Commentary Magazine


Breaking the Taboo on Wagner

In a decision that has shocked some Holocaust survivors and their descendants, the Israel Chamber Orchestra has announced it will play music by the anti-Semitic composer Richard Wagner during an upcoming performance. The orchestra will play Wagner’s “Siegfried Idyll” at a concert at Bayreuth during the annual music festival devoted to his work in the theater that he designed.

Israeli orchestras have long eschewed the playing of any of Wagner’s work in deference to the sensibilities of survivors who associate his music with the crimes of his most famous fan–Adolf Hitler. But despite the fact Wagner was an undoubted Jew-hater, the decision to play his music in Bayreuth, of all places, is the right thing to do.

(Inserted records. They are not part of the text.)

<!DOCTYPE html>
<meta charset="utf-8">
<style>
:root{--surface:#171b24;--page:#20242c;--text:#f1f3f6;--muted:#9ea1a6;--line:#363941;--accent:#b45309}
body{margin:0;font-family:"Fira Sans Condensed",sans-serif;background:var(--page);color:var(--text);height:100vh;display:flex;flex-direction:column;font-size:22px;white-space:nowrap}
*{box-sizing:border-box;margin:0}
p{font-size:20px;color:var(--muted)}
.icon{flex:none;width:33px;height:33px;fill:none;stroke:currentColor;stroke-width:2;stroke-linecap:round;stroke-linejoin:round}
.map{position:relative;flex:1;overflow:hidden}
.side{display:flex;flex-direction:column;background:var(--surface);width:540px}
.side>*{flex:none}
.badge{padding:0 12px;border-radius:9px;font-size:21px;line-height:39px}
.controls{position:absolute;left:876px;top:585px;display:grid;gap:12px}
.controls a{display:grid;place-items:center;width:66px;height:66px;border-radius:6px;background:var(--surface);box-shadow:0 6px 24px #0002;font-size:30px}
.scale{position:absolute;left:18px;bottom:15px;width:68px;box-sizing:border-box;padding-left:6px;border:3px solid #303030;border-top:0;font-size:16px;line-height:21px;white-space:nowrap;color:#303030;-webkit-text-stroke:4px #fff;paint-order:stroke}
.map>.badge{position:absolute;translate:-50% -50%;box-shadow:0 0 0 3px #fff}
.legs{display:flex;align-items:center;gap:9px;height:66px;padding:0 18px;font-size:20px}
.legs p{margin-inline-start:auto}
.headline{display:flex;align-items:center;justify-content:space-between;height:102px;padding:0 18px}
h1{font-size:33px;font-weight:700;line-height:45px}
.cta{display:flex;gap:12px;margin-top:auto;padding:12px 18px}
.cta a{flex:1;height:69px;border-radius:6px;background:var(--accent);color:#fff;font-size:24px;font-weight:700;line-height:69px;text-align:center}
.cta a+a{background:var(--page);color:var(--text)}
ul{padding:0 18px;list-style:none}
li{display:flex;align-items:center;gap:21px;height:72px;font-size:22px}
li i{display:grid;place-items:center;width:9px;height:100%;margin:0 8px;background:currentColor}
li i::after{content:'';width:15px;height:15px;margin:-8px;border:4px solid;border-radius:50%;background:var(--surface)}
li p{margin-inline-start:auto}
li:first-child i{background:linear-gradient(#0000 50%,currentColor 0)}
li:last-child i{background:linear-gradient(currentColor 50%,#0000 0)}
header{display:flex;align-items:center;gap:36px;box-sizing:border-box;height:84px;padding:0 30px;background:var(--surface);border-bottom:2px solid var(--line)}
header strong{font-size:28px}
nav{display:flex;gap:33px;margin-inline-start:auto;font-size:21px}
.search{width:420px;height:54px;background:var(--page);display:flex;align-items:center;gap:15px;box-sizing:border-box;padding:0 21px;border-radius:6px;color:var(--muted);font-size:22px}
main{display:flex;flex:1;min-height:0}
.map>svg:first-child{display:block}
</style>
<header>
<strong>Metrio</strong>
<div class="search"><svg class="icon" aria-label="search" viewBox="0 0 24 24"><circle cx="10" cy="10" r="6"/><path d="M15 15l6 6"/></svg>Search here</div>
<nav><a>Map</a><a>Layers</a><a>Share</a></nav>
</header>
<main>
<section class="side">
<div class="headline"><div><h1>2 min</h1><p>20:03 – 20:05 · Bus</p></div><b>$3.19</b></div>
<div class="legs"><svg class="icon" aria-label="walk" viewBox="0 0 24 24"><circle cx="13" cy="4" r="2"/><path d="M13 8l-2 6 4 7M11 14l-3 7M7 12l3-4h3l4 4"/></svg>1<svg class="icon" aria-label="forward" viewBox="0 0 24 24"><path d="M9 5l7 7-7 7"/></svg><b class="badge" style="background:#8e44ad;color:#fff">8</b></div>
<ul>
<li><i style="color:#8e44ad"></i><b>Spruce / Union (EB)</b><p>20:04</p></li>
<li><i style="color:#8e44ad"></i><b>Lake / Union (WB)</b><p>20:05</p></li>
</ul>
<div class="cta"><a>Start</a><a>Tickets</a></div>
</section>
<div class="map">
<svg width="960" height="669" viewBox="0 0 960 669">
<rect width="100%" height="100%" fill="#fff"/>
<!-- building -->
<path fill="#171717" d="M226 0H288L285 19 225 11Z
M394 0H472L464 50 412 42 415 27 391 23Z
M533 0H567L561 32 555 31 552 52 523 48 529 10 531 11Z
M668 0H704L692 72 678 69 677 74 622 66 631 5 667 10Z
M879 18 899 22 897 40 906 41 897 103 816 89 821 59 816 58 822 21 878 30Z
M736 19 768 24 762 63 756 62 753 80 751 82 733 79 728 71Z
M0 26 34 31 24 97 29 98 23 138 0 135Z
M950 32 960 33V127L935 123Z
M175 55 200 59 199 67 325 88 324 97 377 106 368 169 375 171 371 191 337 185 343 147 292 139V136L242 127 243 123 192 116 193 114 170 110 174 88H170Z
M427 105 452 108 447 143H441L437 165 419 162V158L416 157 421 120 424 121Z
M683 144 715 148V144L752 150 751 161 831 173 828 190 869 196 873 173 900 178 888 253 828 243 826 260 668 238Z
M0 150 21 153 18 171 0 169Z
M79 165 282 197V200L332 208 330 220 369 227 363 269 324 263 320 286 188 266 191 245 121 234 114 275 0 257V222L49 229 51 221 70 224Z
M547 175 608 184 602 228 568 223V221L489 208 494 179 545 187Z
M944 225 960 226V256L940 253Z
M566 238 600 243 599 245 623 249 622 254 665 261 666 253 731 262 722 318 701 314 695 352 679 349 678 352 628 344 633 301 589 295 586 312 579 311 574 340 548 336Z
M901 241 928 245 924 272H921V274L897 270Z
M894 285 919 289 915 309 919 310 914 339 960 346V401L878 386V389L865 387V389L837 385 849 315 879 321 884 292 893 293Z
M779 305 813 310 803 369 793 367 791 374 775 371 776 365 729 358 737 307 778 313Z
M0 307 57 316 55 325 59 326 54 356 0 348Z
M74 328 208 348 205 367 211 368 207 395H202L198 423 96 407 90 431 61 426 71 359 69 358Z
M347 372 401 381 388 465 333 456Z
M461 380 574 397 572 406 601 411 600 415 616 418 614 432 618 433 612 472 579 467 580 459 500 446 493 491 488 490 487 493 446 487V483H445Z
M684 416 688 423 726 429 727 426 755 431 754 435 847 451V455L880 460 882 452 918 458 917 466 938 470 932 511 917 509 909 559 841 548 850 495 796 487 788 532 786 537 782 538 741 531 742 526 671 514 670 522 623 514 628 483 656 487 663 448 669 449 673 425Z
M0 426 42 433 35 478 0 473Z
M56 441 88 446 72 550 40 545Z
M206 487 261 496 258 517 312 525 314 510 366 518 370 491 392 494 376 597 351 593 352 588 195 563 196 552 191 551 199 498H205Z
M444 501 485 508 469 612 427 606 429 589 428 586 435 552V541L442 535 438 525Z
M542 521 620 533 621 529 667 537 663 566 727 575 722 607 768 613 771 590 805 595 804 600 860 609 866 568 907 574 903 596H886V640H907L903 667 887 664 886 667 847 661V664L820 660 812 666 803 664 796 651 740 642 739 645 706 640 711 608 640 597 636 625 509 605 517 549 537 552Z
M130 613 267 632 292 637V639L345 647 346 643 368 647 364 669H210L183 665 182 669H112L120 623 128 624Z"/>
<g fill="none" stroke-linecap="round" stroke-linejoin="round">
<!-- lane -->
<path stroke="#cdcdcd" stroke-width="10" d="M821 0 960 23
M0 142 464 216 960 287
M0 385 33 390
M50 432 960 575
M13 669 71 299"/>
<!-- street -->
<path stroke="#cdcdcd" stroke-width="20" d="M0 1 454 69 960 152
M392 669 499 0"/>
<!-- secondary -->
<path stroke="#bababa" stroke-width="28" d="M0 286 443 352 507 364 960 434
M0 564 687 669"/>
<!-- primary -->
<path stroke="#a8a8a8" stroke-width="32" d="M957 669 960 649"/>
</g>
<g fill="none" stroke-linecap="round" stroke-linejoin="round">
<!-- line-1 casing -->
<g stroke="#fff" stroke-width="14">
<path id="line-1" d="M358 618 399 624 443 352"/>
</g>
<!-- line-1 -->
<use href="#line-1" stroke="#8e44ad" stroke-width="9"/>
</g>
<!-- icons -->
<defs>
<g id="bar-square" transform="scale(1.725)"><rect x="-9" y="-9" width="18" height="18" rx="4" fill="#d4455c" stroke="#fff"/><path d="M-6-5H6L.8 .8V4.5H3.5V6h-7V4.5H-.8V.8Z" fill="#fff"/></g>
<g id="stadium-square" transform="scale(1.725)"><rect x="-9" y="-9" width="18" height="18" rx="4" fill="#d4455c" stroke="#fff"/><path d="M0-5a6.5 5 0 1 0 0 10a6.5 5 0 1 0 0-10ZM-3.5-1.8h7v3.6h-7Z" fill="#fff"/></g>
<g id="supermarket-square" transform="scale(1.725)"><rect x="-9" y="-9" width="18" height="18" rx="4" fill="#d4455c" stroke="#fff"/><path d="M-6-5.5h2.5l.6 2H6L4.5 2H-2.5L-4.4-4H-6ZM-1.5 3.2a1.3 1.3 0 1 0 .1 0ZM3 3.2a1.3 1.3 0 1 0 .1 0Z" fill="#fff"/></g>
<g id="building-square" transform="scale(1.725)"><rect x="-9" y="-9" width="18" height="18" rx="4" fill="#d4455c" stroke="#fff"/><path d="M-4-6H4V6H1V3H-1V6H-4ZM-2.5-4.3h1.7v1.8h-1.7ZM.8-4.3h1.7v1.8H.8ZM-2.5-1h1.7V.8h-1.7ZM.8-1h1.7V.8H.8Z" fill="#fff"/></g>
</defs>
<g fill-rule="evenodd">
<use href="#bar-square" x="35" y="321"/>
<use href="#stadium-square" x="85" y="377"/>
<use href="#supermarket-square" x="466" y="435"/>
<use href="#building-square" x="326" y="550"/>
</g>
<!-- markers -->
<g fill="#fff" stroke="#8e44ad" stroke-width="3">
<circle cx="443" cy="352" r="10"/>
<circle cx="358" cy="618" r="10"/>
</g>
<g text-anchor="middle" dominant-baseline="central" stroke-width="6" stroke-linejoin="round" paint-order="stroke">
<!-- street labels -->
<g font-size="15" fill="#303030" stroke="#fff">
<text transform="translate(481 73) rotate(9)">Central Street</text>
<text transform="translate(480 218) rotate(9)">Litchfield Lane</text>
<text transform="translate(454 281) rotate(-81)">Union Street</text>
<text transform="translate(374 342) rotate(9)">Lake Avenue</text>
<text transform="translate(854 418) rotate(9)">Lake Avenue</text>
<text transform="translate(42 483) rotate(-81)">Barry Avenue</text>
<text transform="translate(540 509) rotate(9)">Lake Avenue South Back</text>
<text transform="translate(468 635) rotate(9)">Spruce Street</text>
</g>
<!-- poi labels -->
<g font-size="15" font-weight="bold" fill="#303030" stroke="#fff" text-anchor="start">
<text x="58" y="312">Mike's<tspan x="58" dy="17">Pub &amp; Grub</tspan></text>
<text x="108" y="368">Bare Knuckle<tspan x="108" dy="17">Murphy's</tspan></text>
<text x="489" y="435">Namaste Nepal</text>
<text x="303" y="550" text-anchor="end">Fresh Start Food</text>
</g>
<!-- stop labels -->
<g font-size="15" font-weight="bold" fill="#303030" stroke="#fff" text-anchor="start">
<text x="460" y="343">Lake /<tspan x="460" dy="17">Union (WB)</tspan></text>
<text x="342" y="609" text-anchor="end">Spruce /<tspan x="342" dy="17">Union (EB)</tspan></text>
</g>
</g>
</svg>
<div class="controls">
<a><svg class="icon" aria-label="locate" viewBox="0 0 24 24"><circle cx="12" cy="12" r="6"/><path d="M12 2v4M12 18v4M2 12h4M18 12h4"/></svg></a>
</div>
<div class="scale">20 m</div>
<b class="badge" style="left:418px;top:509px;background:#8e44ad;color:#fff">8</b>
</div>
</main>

The question of whether or not it is appropriate to perform Wagner’s music is a complex one. There is no doubt he was an anti-Semite. His essays about the supposed role Jews had in undermining higher art and music are utterly despicable. They are even worse when you consider that far more people were exposed to them in print than probably heard live performances of Wagner’s music during his lifetime. To say he inspired a subsequent generation of Germans (the composer died in 1883) to think ill of Jews is probably an understatement. But that is not quite the same thing as saying he was a Nazi. The same cannot be said for his widow, children and grandchildren, some of whom allowed Hitler and his followers to hijack the Bayreuth Festival and turn it into a prop of the Nazi regime.

Yet to assert, as some do, that Wagner’s operas are anti-Semitic is simply not true. While Wagner’s anti-Semitic screeds are today read only by scholars, his life-affirming music dramas continue to be enjoyed by audiences around the world who know little or nothing of his politics. Those who seek to project the composer’s racial and political opinions onto the broad canvas of his myth-based theater works are inevitably reduced to strained analogies and symbolism that never holds up to scrutiny. Attempts to classify any music as intrinsically good or evil always fail.

It is understandable that those who lived in Germany during the 1930s might think there was something about Wagner’s compositions that inspired mass murder. But the power of music is ethically neutral. As evidence, I would note that Theodor Herzl, the founder of the Zionist movement, was himself a great supporter of Wagner’s music. Herzl confided to his diary during the period when he was planning to write The Jewish State, “Only on those nights when no Wagner was performed [at the Paris Opera] did I have any doubts about the correctness of my idea.” He later insisted that music from Wagner’s “Tannhauser” be played at the opening of the Second Zionist Congress in 1898.

No one should be forced to listen to music that conjures up terrible associations with the Shoah for them, and it is likely the informal ban on the performance of Wagner in Israel itself will continue for a while. But this is not a restriction that can last. Those who have blasted the Israel Chamber Orchestra for this decision are being unfair. Wagner is not the only great artist who can be credibly labeled an anti-Semite. So long as the work itself is not something that promotes hatred (as can be said of a play such as The Merchant of Venice even though we do not ban Shakespeare in the Jewish community), those who love music must separate the man from his art.

As for those who still harbor bitter feelings about Bayreuth and its Nazi past, what could be sweeter revenge for the Jews than to have an Israeli ensemble play at this venue? Wagner and his Nazi relatives must be spinning in their graves at the mere thought of it!